A.C.A.: «Rafforzare la rete di interlocutori provenienti da altri contesti alimenta esperienze, concetti e pratiche che si arricchiscono reciprocamente. Ancora una volta, questa sarebbe una direzione in linea con la storia del luogo, come quando nel Rinascimento si costituivano direttrici geografiche trasversali, grazie alle persone che animavano i programmi culturali dei vari centri. Ma quello che dice Cornelia è vero: paradossalmente potremmo spingerci fino all’infinitamente piccolo – e lo dico sorridendo – osservando i dettagli minimi, i materiali che cambiano con il tempo. Anche in queste micro-scale si aprono possibilità inedite».

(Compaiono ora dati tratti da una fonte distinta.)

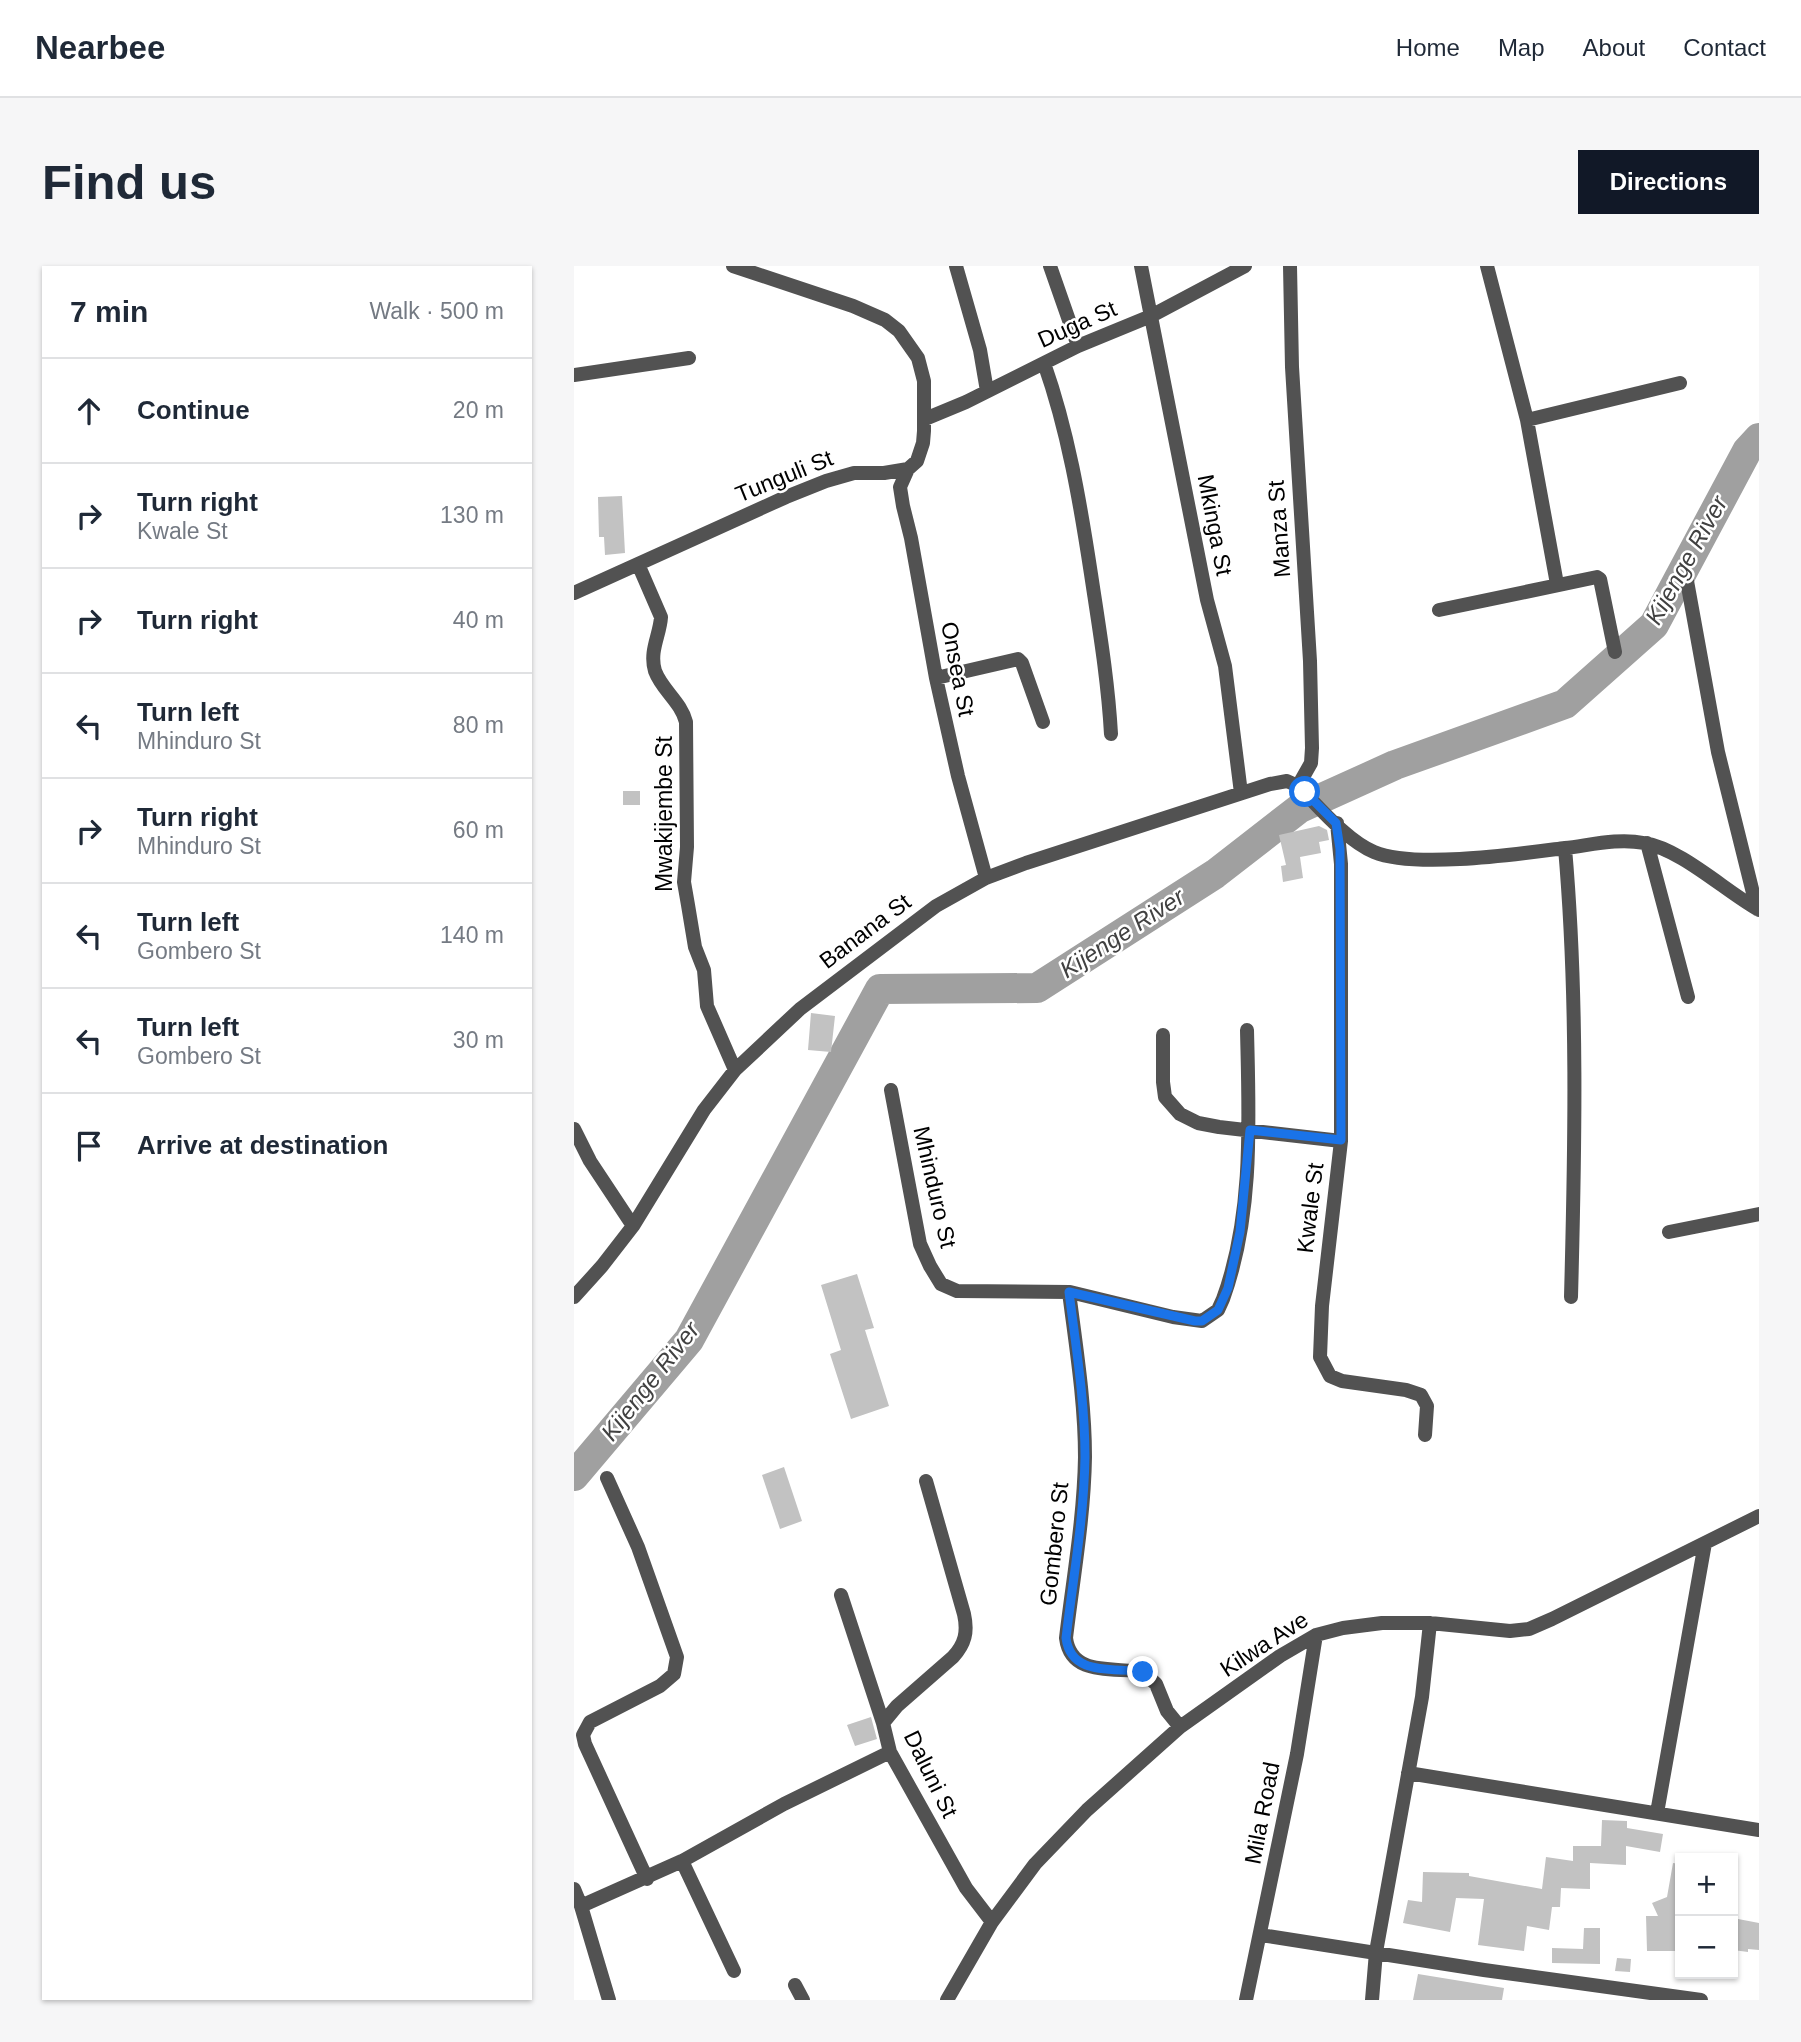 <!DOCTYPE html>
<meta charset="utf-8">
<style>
:root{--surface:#fff;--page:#f6f6f7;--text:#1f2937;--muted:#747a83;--line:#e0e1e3;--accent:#111827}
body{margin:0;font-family:Arial,sans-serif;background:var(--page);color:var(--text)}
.controls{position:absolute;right:21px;bottom:21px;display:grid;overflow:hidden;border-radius:0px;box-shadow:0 2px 5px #0004}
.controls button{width:63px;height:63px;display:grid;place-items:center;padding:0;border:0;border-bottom:2px solid var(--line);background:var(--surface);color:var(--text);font:35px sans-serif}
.stop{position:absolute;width:21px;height:21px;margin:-16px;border:5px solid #1a73e8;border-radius:50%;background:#fff}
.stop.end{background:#1a73e8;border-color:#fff;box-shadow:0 2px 7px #0008}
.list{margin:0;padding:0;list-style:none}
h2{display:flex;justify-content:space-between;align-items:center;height:91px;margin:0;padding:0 28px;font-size:30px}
h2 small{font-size:23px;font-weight:400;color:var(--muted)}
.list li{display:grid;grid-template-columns:46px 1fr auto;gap:21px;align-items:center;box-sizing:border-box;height:105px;padding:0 28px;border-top:2px solid var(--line)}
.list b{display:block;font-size:26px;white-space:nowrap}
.list p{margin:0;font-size:23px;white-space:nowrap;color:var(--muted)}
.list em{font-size:23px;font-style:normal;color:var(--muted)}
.icon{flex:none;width:38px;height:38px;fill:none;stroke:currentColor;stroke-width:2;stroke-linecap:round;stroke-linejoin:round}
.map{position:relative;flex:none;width:1185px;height:1734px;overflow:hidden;border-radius:0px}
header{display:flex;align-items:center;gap:42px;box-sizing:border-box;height:98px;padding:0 35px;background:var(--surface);border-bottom:2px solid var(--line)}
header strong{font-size:33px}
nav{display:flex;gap:38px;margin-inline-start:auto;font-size:24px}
.intro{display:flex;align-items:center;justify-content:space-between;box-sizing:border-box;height:168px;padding:0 42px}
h1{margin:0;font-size:49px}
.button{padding:18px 32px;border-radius:0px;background:var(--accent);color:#fff;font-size:24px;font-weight:700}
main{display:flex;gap:42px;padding:0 42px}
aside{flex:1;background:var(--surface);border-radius:0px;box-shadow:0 2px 5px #0004}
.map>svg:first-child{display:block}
</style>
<header>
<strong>Nearbee</strong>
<nav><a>Home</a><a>Map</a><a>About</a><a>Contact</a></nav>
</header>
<div class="intro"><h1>Find us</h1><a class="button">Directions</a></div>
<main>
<aside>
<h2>7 min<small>Walk · 500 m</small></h2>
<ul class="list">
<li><svg class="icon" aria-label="ahead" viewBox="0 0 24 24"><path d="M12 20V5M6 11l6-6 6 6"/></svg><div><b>Continue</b></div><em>20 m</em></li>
<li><svg class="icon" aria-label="right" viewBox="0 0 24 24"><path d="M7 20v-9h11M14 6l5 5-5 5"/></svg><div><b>Turn right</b><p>Kwale St</p></div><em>130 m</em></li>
<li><svg class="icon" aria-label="right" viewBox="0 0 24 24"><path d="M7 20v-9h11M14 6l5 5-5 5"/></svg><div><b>Turn right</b></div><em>40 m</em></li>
<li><svg class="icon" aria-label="left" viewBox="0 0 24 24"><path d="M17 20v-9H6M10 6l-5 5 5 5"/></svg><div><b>Turn left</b><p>Mhinduro St</p></div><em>80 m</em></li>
<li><svg class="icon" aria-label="right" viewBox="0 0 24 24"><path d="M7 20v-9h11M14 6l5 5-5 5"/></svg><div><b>Turn right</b><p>Mhinduro St</p></div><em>60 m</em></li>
<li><svg class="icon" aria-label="left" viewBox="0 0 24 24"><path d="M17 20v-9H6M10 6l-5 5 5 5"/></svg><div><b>Turn left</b><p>Gombero St</p></div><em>140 m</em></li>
<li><svg class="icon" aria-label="left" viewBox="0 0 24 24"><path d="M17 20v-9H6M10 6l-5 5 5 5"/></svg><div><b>Turn left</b><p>Gombero St</p></div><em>30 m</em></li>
<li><svg class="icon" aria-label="arrive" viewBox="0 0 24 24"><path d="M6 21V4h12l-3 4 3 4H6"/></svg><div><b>Arrive at destination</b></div></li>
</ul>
</aside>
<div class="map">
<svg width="1185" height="1734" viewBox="0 0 1185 1734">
<rect width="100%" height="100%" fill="#fff"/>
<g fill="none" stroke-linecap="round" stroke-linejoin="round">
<path stroke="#a0a0a0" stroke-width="30" d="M0,1210L115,1074L306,723L463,722L641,608L726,542L821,499L991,438L1080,359L1173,185L1185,172"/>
</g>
<path fill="#c2c2c2" d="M48,230L51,287L31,289L30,271H25L24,231Z
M49,525H66V539H49Z
M745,560L753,564L755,574L745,576L747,587L726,591L729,612L709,616L707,600L712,599L705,569Z
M237,747L261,750L257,786L234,784Z
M283,1008L300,1062L291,1064L315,1140L277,1153L256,1088L267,1084L247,1019Z
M210,1201L228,1255L206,1263L188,1209Z
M297,1451L303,1473L281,1480L273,1459Z
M1028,1554L1053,1555V1562L1089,1568L1086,1586L1052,1580V1599L1016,1597V1623L987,1622L986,1641H978L975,1664L953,1660L950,1685L904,1679L910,1633L882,1632L876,1666L829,1657L834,1634L848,1636L849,1606L895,1607V1610L968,1623L972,1591L999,1595V1580H1027Z
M1099,1597L1106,1598V1685H1073L1072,1650H1084L1078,1637L1093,1631Z
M1159,1652L1185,1657V1684L1174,1683V1686L1159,1684Z
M1010,1662H1026V1698L978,1697V1682L1009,1683Z
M1043,1692L1057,1693L1056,1706L1041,1705Z
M844,1708L930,1722L928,1734H839Z"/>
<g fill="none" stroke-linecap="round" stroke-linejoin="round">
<path stroke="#525252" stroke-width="14" d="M382,0L406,84L413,125
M476,0L504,80
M567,0L633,334L651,400L667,527
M716,0L718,101L736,395L738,482L737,497L724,520
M913,0L953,154L983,318
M470,97C494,165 506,236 517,308C525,361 534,414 537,468
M0,109L115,92
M351,153L392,136L504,80L577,50L671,0
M953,154L1106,117
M334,203L326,221L329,240L337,272L362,412L384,510L412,612
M64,298L87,351C86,369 75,385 81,405C88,424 107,436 112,456L113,581L110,616L114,639L121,681L130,704L133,740L161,804
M1113,315L1144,486L1183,643
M0,327L212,231L252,215L280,207H310L334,203L343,195L349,177L350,165V115L344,92L325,65L311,54L279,40L159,0
M865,344L1023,311L1026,313L1041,386
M362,412L444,393L448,397L469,456
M763,557L767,598V875L748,1040L746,1091L756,1110L768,1115L832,1124L847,1129L853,1140L851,1169
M1073,577L1114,731
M991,582C1004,732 1001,881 997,1031
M589,769V816L591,831L606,848L624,857L645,861L767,875
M317,824L346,978L356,1000L367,1018L383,1025L496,1026L599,1051L628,1055L644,1044L649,1033C680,948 675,853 673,764
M0,863L16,895L59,960
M1095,966L1185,948
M495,1026C502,1081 511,1136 511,1191C510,1252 499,1313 492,1372C497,1411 540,1401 569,1406L582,1418L593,1445L606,1461
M0,1031L28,1000L59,960L130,844L161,804L226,743L362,640L412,612L452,597L696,518L713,515L724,520C744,540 773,575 800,586C841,603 944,588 991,582C1017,579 1044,572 1070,577C1107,583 1151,625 1185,644
M33,1212L64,1281L103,1391L100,1408L86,1420L16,1456L9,1469L11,1478L73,1613
M267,1329L309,1457L316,1486L392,1622L418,1656
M309,1457L323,1440L379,1391C391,1378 394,1366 390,1348L352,1215
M834,1507L1185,1564
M1083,1547L1131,1277
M108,1595L160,1705
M0,1623L7,1640L35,1734
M7,1640L108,1595L210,1538L316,1486
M687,1669L910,1704L1127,1734
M221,1719L229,1734
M373,1734L418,1656L461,1598L513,1544L606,1461L706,1390L742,1369L769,1362L808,1357H856L936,1365L955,1363L978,1353L1185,1250
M672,1734L723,1488L742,1369
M798,1734L802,1686L848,1431L856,1357"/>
</g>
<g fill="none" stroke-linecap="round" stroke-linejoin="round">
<path stroke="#1a73e8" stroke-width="9" d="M569,1406C540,1401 497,1411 492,1372C499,1313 510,1252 511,1191C511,1136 502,1081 495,1026L621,1055H628L644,1044L654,1022L666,966L676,864L767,874L766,583L762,557L731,526"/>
</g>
<g text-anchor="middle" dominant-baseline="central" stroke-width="5" stroke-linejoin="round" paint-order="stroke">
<g font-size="23" fill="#000" stroke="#fff">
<text transform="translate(503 58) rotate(-24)">Duga St</text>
<text transform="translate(210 210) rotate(-22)">Tunguli St</text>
<text transform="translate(641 259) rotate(79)">Mkinga St</text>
<text transform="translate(705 263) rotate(-94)">Manza St</text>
<text transform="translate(384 403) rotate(79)">Onsea St</text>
<text transform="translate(90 548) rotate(-90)">Mwakijembe St</text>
<text transform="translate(291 665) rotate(-37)">Banana St</text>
<text transform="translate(361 921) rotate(77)">Mhinduro St</text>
<text transform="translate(736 942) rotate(-83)">Kwale St</text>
<text transform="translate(480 1278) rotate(-84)">Gombero St</text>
<text transform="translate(690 1378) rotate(-33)">Kilwa Ave</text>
<text transform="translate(357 1508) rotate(64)">Daluni St</text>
<text transform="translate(688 1547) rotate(-79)">Mila Road</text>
</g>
<g font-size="24" font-style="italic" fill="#414141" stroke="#fff">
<text transform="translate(1112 294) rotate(-61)">Kijenge River</text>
<text transform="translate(548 667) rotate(-33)">Kijenge River</text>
<text transform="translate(76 1115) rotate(-52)">Kijenge River</text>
</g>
</g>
</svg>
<div class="controls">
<button>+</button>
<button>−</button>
</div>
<div class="stop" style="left:731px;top:526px"></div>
<div class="stop end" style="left:569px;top:1406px"></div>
</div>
</main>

Le oltre quattrocento pagine di Against Sun and Dust 2020–2024 rappresentano una prima tappa nella possibile costruzione di un archivio aperto. Vi si delinea una musealità espansa e dinamica, in cui la conservazione coincide con la pratica performativa e l’istituzione diventa dispositivo processuale. L’auspicio è che il modello possa rivelarsi replicabile e costruire paradigma innovativo per altri siti patrimoniali, così da consentire loro di superare i limiti locali e dialogare con istanze globali. Il bilancio è provvisorio, com’è giusto per un cantiere che misura il tempo camminando.